Bell Gully represented Frucor Suntory New Zealand Limited in Frucor Suntory New Zealand Limited v Commissioner of Inland Revenue, a High Court decision which marks an important victory for New Zealand tax-paying entities on tax avoidance.
The decision was released earlier this week. A copy of the judgment is available here.
The case is a rare victory for a taxpayer on tax avoidance. The taxpayer, represented by Bell Gully and barrister Lindsay McKay, successfully rebutted the allegation that its use of convertible note financing to fund its New Zealand business was a tax avoidance arrangement. In recent years taxpayers have had limited success in resisting tax avoidance allegations and this decision may be the first step in rebalancing the position.
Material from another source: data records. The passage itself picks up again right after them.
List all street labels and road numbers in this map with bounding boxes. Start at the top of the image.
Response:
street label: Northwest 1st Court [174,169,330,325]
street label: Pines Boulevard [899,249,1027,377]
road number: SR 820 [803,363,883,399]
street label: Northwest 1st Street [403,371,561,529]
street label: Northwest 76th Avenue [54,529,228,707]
Bell Gully partner, Mathew McKay, who acted on the matter, describes Justice Muir’s judgment as “logical and insightful” and as being “founded on a firm understanding of the relevant tax principles”. The judgment addresses a number of significant matters:
It accepts that Parliament would have contemplated that taxpayers would ordinarily be entitled to interest deductions on debt instruments, if set at an arm’s length rate.
It confirms that the presence of unorthodox features in an internal arrangement between group companies will not necessarily be regarded as “artificial” features in a tax avoidance analysis – it is the tax outcomes that must be considered.
It reinforces the traditional separate legal entity approach in an international tax context.
It provides an indication that shortfall penalties will not automatically follow a finding of tax avoidance.
Mathew McKay expects that the judgment “will serve as a reminder to the IRD that future allegations of tax avoidance will need to be built up from rational argument that pays attention to existing policy and legislative design.”